## Exercise goal
This task calls for copying every line of the records that includes the word "PROTECTION".

## Data for this exercise
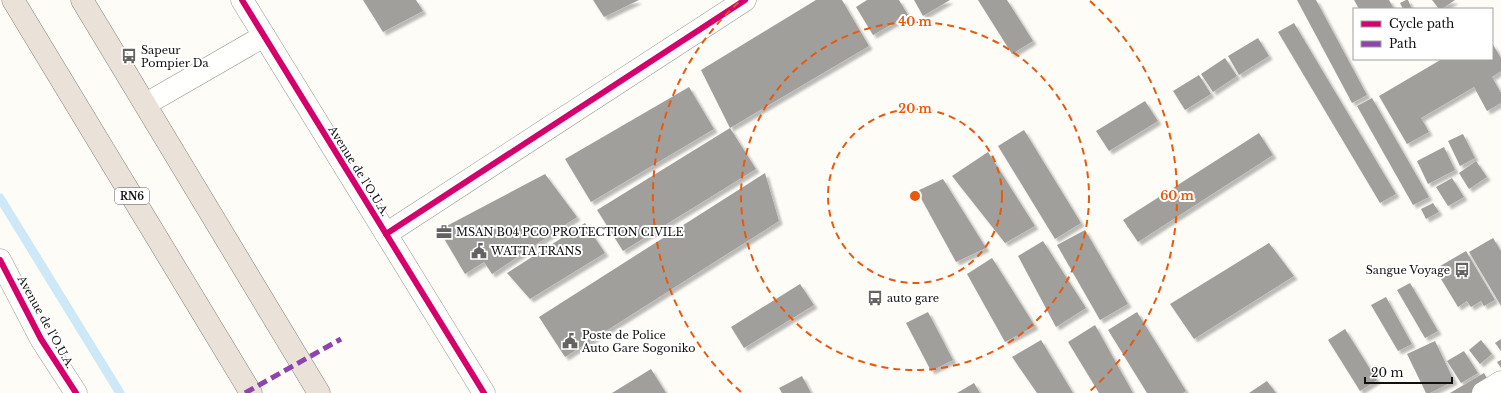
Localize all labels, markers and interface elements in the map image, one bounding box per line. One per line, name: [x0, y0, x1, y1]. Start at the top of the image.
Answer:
legend: [1353, 8, 1493, 60]
text: 40 m: [898, 14, 932, 29]
text: Cycle path: [1389, 16, 1454, 31]
text: Path: [1389, 36, 1417, 51]
place label: Sapeur Pompier Da: [141, 43, 210, 70]
bus stop icon: Sapeur Pompier Da: [120, 47, 138, 65]
text: 20 m: [898, 101, 932, 116]
street label: Avenue de l'O.U.A.: [325, 122, 392, 219]
road number: RN6: [115, 188, 149, 204]
text: 60 m: [1160, 188, 1195, 203]
centre of rings: [908, 189, 922, 203]
office icon: MSAN B04 PCO PROTECTION CIVILE: [435, 223, 453, 241]
place label: MSAN B04 PCO PROTECTION CIVILE: [456, 225, 683, 239]
public building icon: WATTA TRANS: [470, 242, 488, 260]
place label: WATTA TRANS: [490, 244, 582, 258]
bus stop icon: Sangue Voyage: [1453, 261, 1471, 279]
place label: Sangue Voyage: [1366, 263, 1450, 277]
street label: Avenue de l'O.U.A.: [14, 272, 77, 371]
bus stop icon: auto gare: [866, 289, 884, 307]
place label: auto gare: [887, 291, 939, 305]
place label: Poste de Police Auto Gare Sogoniko: [581, 328, 695, 355]
public building icon: Poste de Police Auto Gare Sogoniko: [561, 332, 579, 350]
scale bar: [1365, 359, 1452, 385]
text: 20 m: [1371, 365, 1403, 380]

## Exercise response
office icon: MSAN B04 PCO PROTECTION CIVILE: [435, 223, 453, 241]
place label: MSAN B04 PCO PROTECTION CIVILE: [456, 225, 683, 239]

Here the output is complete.